A CFD is a ‘contract for difference’. It is a leveraged derivative product which allows you to speculate on the price movements of securities (e.g. shares, indexes, forex, commodities) without ever owning the underlying asset.
Using CFDs, it is possible to generate a profit not only when securities rise in value, but also when they fall.
If you think a security will increase in value, you ‘buy’ (also known as ‘going long’). If you think the security will decrease in value, you ‘sell’ (also known as ‘going short’).
The buy price exceeds the current market value, whereas the sell price is less than the current market value. The difference between the two is the ‘spread’.
The ‘spread’ is how the market makers (i.e. the stockbroker facilitating the CFD contract) makes its money. The market maker profits from this spread irrespective of whether you make or lose money.
If the market moves in the direction you predict, you profit. For example, if you ‘go long’ and the share price rises above your buy price, or you ‘go short’ and the share price falls below your sell price.
Conversely, if the market moves against you, you will lose money. For example, if you ‘go long’ and the share price falls below your buy price, or you ‘go short’ and the share price rises above your sell price.
How do CFDs work? Worked example of a CFD buy order
When you enter into a CFD, you are acquiring a contract for the price movement on a set number of securities.
For example, if you bought a CFD for 10,000 shares in BP when the buy price was £3, and closed with a sell price rose to £3.10 (a 3.33% increase), you would generate £1,000 profit (£0.1*10,000).
If you were just buying BP shares, to get exposure to the price movement of 10,000 shares, you would need to purchase them at £30,000 (10,000 * £3). However, CFDs are a leveraged product which means that you can trade with a small deposit (‘margin’). For example, Trading 212 offers 5% margin on FTSE 100 CFDs. This means that if you wanted to buy a CFD for 10,000 BP shares, you would only need to deposit £1,500 (£3 * 10,000 * 5%).
This leverage significantly increases the potential profit opportunity but also the risk to traders as it is possible to lose more than you originally deposit.
Using the above example, if you had taken that bought a CFD for 10,000 BP shares, you would have initially required a deposit of £1,500 and would ultimately profit £1,000 when the position was closed.
However, lets imagine the sell price falls to £2.85 (5% decrease). If you closed your position at this point, you would lose the full £1,500 deposit (10,000 * £0.15).
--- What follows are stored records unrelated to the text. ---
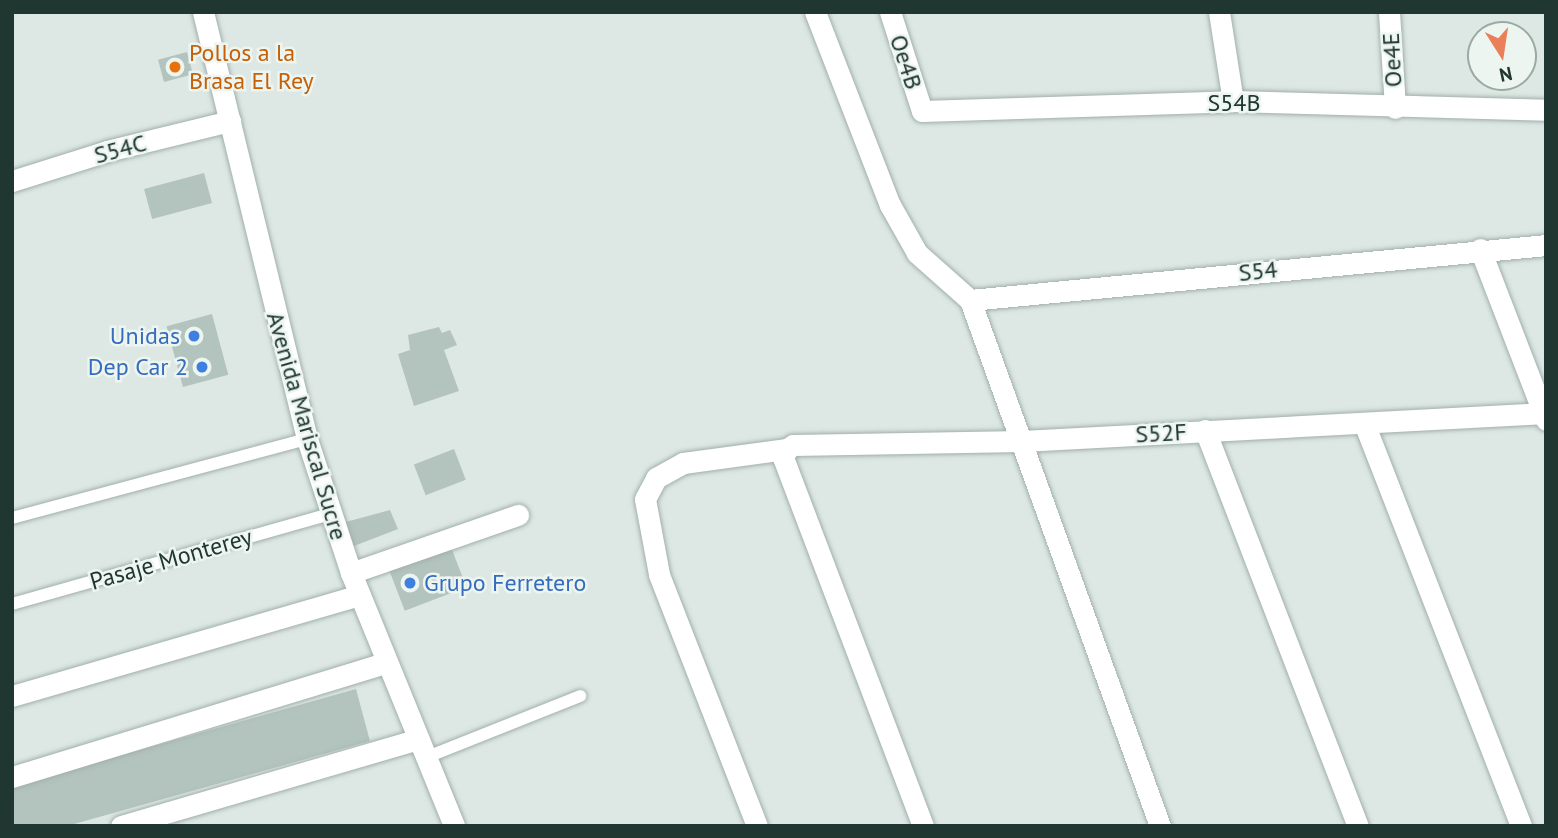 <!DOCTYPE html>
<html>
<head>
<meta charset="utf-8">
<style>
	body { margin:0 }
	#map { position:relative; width:1558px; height:838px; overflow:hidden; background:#dde8e4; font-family:"PT Sans",sans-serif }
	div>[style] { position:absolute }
	.building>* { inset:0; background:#b3c3bd; transform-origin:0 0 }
	.roads { filter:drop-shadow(0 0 2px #a1afab) drop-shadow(0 0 2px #a1afab) }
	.service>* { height:12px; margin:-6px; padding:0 6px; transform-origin:6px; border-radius:6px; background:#fff }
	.minor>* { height:21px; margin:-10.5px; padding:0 10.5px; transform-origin:10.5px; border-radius:10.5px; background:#fff }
	.secondary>* { height:21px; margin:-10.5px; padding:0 10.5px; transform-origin:10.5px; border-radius:10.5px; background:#fff }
	.dots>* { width:19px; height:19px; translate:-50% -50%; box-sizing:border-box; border:4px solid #edf5f1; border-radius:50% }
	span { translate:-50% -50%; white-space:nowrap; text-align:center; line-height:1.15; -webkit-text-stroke:5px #edf5f1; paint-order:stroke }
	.food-label { font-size:24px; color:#c56008 }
	.left { translate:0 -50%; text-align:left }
	.street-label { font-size:24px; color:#203731 }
	.shop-label { font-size:24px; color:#366cbe }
	.right { translate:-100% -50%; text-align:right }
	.frame { position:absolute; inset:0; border:14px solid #203731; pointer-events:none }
	.north { position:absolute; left:1467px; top:21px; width:70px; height:70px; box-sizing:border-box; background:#edf5f1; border:2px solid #9ba9a4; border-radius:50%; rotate:168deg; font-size:19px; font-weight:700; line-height:28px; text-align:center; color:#203731 }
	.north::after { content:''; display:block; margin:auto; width:24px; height:32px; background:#ea805a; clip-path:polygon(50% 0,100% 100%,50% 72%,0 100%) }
</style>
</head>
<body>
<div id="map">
	<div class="building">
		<i style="left:187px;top:52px;width:23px;height:30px;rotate:75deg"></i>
		<i style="left:204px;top:173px;width:31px;height:62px;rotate:75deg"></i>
		<i style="left:212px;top:314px;width:63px;height:47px;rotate:75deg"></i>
		<i style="clip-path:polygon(439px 327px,442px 333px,450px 330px,457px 345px,444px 350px,459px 391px,414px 406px,398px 354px,410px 350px,408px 335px)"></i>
		<i style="left:454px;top:449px;width:33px;height:43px;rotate:69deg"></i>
		<i style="clip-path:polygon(390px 510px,398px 529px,349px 548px,342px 523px)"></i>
		<i style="left:451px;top:547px;width:43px;height:66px;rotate:69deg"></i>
		<i style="clip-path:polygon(356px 689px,370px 741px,67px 826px,12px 826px,12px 786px)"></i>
	</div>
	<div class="roads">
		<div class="service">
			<i style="left:12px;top:518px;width:305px;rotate:-15deg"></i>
			<i style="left:12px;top:604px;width:331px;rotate:-15.8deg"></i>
			<i style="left:427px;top:757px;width:165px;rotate:-21.7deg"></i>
		</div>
		<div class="minor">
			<i style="left:815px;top:12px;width:207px;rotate:68.8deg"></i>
			<i style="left:890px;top:205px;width:55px;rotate:60.6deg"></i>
			<i style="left:917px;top:253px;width:71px;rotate:41.6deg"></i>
			<i style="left:970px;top:300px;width:559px;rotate:70.14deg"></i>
			<i style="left:890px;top:12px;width:104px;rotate:72.1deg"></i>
			<i style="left:922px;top:111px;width:311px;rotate:-1.8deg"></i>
			<i style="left:1233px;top:101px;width:313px;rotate:1.6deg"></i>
			<i style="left:1219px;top:12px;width:90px;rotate:81.1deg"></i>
			<i style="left:1389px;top:12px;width:96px;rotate:86.4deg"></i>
			<i style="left:12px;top:181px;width:100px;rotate:-17.5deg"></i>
			<i style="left:107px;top:151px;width:127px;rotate:-13.7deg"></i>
			<i style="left:1480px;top:249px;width:183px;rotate:68.9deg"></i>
			<i style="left:970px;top:300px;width:579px;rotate:-5.45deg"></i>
			<i style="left:1364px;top:423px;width:433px;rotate:68.7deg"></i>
			<i style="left:1205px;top:430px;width:425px;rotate:68.9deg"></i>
			<i style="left:351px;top:573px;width:177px;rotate:-19.2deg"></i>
			<i style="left:12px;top:696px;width:362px;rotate:-16.2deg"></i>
			<i style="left:12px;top:777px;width:392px;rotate:-17deg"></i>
			<i style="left:121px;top:826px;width:310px;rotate:-16.3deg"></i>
			<i style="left:757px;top:826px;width:270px;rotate:-111.3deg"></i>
			<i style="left:659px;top:574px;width:76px;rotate:-100.6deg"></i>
			<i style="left:645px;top:499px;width:24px;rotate:-62deg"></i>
			<i style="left:656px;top:478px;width:31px;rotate:-29deg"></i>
			<i style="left:683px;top:463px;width:105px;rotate:-7.7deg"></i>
			<i style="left:923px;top:826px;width:394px;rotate:-110.8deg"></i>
			<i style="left:783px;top:458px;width:10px;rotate:-66deg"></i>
			<i style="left:787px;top:449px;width:7px;rotate:-34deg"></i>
			<i style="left:793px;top:445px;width:229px;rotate:-1deg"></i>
			<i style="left:1022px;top:441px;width:525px;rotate:-3.06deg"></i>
		</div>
		<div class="secondary">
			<i style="left:203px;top:12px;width:439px;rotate:76.3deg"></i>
			<i style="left:307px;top:439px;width:141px;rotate:71.8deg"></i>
			<i style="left:351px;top:573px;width:273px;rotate:67.8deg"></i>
		</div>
	</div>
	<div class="dots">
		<i style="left:175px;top:67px;background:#e8710a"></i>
		<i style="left:194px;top:336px;background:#3f7fe0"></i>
		<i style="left:202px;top:367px;background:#3f7fe0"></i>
		<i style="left:410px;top:583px;background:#3f7fe0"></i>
	</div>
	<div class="food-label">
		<span class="left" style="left:189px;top:67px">Pollos a la<br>Brasa El Rey</span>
	</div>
	<div class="street-label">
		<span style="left:1392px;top:60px;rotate:-93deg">Oe4E</span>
		<span style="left:906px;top:62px;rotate:72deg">Oe4B</span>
		<span style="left:1234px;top:103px">S54B</span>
		<span style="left:120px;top:149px;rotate:-15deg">S54C</span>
		<span style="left:1258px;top:271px;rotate:-6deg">S54</span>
		<span style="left:307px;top:426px;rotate:74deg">Avenida Mariscal Sucre</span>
		<span style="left:1161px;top:433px;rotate:-3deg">S52F</span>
		<span style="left:171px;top:559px;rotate:-16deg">Pasaje Monterey</span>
	</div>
	<div class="shop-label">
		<span class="right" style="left:180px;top:336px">Unidas</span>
		<span class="right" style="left:188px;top:367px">Dep Car 2</span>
		<span class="left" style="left:424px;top:583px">Grupo Ferretero</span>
	</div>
	<div class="frame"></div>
	<div class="north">N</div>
</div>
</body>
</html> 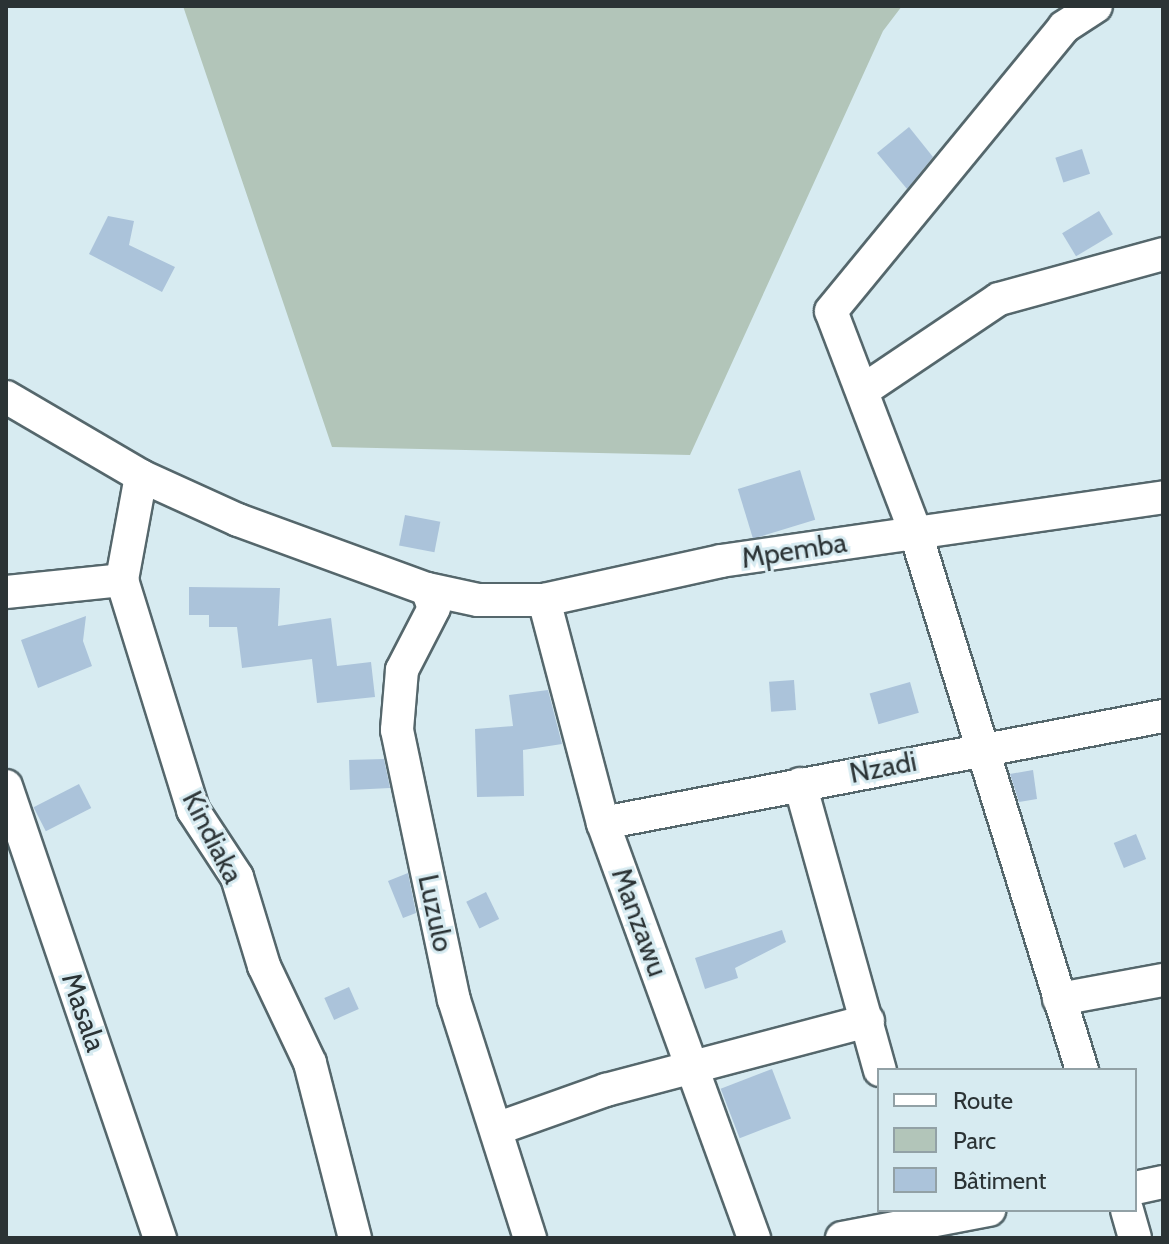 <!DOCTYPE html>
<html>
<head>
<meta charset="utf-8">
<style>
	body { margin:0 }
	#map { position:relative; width:1169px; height:1244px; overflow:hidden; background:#d7ebf1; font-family:Cabin,sans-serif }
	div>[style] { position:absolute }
	.green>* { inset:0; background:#b2c5b9 }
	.building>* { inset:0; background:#abc3da; transform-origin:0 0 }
	.roads { filter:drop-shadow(2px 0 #55676c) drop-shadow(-2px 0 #55676c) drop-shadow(0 2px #55676c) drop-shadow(0 -2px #55676c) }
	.street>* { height:32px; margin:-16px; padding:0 16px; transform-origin:16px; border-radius:16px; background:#fff }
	span { translate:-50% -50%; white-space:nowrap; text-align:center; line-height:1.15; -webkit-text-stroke:6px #d7ebf1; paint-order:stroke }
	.street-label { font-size:28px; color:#2b3335 }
	.frame { position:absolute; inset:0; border:8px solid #2b3335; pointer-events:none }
	.legend { position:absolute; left:877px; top:1068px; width:260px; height:144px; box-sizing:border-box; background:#d7ebf1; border:2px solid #92a1a6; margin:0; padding:10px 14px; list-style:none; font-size:24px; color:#2b3335 }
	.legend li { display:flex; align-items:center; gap:16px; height:40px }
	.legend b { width:40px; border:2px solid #92a1a6 }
</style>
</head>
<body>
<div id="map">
	<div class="green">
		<div style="clip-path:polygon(183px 6px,902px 6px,883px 31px,690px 455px,332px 447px)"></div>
	</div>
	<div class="building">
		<div style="clip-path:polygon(909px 127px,933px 157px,907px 189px,877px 153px)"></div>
		<div style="left:1082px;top:149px;width:26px;height:28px;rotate:72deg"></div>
		<div style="left:1099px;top:211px;width:27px;height:43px;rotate:59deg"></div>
		<div style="clip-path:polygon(108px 216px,134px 221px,129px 245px,175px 267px,162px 292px,89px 254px)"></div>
		<div style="left:800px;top:470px;width:52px;height:65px;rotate:73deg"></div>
		<div style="left:405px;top:515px;width:36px;height:31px;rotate:11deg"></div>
		<div style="clip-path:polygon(189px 587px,280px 588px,278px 626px,331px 618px,337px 666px,371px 662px,375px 697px,317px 703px,312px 659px,242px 668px,237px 627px,209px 627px,209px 615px,189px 615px)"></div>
		<div style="clip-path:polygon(86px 616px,83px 641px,92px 666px,38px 688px,21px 640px)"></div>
		<div style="left:794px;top:680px;width:30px;height:25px;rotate:86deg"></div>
		<div style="left:910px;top:682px;width:32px;height:42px;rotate:74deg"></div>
		<div style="clip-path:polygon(548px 690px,562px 744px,523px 750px,524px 796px,477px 797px,475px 729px,513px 726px,509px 695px)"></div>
		<div style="clip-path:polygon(384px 759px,390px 788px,350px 790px,349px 760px)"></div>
		<div style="clip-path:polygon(1033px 770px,1037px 799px,1019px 802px,1010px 774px)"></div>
		<div style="left:79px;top:784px;width:27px;height:51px;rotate:63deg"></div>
		<div style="left:1136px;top:834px;width:27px;height:24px;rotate:68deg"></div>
		<div style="clip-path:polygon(408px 873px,416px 913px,403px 918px,388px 881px)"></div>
		<div style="left:486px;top:892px;width:30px;height:22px;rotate:64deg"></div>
		<div style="clip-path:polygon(782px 930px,786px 942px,735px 968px,738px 978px,705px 989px,695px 958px)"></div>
		<div style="left:349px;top:987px;width:24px;height:27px;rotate:66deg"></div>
		<div style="left:772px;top:1069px;width:53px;height:55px;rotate:69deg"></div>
	</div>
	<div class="roads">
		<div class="street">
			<div style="left:865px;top:389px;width:161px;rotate:-33.9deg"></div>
			<div style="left:999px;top:299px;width:170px;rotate:-15.3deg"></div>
			<div style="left:6px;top:397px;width:156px;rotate:30.3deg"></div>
			<div style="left:141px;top:476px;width:107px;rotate:24.4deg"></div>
			<div style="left:238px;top:520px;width:201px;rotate:20.1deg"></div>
			<div style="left:427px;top:589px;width:52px;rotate:12.2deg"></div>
			<div style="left:478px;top:600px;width:66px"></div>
			<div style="left:544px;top:600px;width:181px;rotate:-12.4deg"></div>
			<div style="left:721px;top:561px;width:447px;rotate:-8.2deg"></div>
			<div style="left:141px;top:476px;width:106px;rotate:100.4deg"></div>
			<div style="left:122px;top:580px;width:241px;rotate:72.8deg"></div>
			<div style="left:193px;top:810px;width:80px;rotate:56.7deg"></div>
			<div style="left:237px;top:877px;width:93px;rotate:73.1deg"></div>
			<div style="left:264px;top:966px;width:107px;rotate:64.6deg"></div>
			<div style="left:310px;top:1063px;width:181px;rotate:75.6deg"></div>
			<div style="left:427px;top:589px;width:20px;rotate:70deg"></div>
			<div style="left:434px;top:608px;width:70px;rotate:117.3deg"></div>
			<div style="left:402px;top:670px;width:60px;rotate:94.8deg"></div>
			<div style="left:397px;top:730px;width:276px;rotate:78.1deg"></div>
			<div style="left:454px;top:1000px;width:250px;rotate:72.3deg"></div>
			<div style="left:6px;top:592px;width:117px;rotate:-5.9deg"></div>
			<div style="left:544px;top:600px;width:231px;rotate:75.2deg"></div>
			<div style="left:603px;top:823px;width:442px;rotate:70deg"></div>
			<div style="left:800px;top:784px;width:297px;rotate:74.4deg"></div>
			<div style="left:6px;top:786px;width:478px;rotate:71.2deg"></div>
			<div style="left:603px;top:823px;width:570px;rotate:-10.82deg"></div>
			<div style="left:1059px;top:999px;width:106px;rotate:-10.4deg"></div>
			<div style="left:1082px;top:1070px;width:564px;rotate:-107.21deg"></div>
			<div style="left:915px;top:531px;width:235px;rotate:-110.9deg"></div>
			<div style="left:831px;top:311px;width:367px;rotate:-50.6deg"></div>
			<div style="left:1064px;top:27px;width:38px;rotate:-33deg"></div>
			<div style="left:499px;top:1128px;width:114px;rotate:-19.6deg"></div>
			<div style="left:606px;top:1090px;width:271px;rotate:-14.8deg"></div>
			<div style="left:1135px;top:1188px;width:29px;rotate:-12deg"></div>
			<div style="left:1127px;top:1210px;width:29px;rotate:74deg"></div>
			<div style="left:842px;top:1238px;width:150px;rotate:-10.8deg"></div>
		</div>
	</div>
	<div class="street-label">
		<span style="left:794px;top:550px;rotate:-9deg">Mpemba</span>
		<span style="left:883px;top:767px;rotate:-11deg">Nzadi</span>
		<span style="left:213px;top:837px;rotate:63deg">Kindiaka</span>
		<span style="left:436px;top:913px;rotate:78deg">Luzulo</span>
		<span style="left:640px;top:922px;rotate:70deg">Manzawu</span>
		<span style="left:84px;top:1012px;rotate:71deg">Masala</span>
	</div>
	<div class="frame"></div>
	<ul class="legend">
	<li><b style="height:10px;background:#fff"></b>Route</li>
	<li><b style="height:22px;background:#b2c5b9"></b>Parc</li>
	<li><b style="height:22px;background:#abc3da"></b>Bâtiment</li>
	</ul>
</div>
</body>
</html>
If the sell price fell further to £2.80, you would actually be down £2,000 (10,000 * £0.2), meaning that you would lose £500 more than the initial deposit you made.
For this reason, it is important to manage your risks through the use of ‘stop’ and ‘limit’ orders (read more about types of orders).
Trading CFDs vs. buying shares
We have already discussed that leverage (and the opportunities and risks that it brings) is the key difference between trading CFDs and buying shares. However, there are some other differences that you should be aware of:
- If you purchase shares in the UK, you need to pay stamp duty on that purchase. However, as CFDs are derivative products, no stamp duty is payable when trading.
- When you purchase a share, you own that security and pay the market price to acquire it in full. However, when you trade CFDs, you trade on margin. If you wish to keep your position open overnight, there is a financing cost associated. On Trading 212, the financing cost varies depending on the instrument you are trading (and also whether you are long or short on that instrument). The fees are then calculated by taking the quantity of CFDs * swap rate * number of nights. These fees are generally not significant in the context of the CFD exposure, however, you should be aware of this cost prior to trading.
- At the point of buying a CFD, you are immediately in a loss-making position due to the market spread (i.e. the sell price is lower than the buy price you have agreed). This means that it is not possible to back out of your position without incurring a loss unless the sell price moves above the buy price.
How to trade CFDs in the UK
The most popular UK-based CFD platform is Trading 212. Trading 212 allows you to trade CFDs on shares, forex, indices and commodities in all the main markets with zero commission and tight spreads. Other CFD platforms include Plus500 and IG.
Note that beginners should not jump into trading CFDs lightly – they are an advanced trading tool typically reserved for experienced traders. Before you invest real money, be sure to open a ‘virtual money’ account first.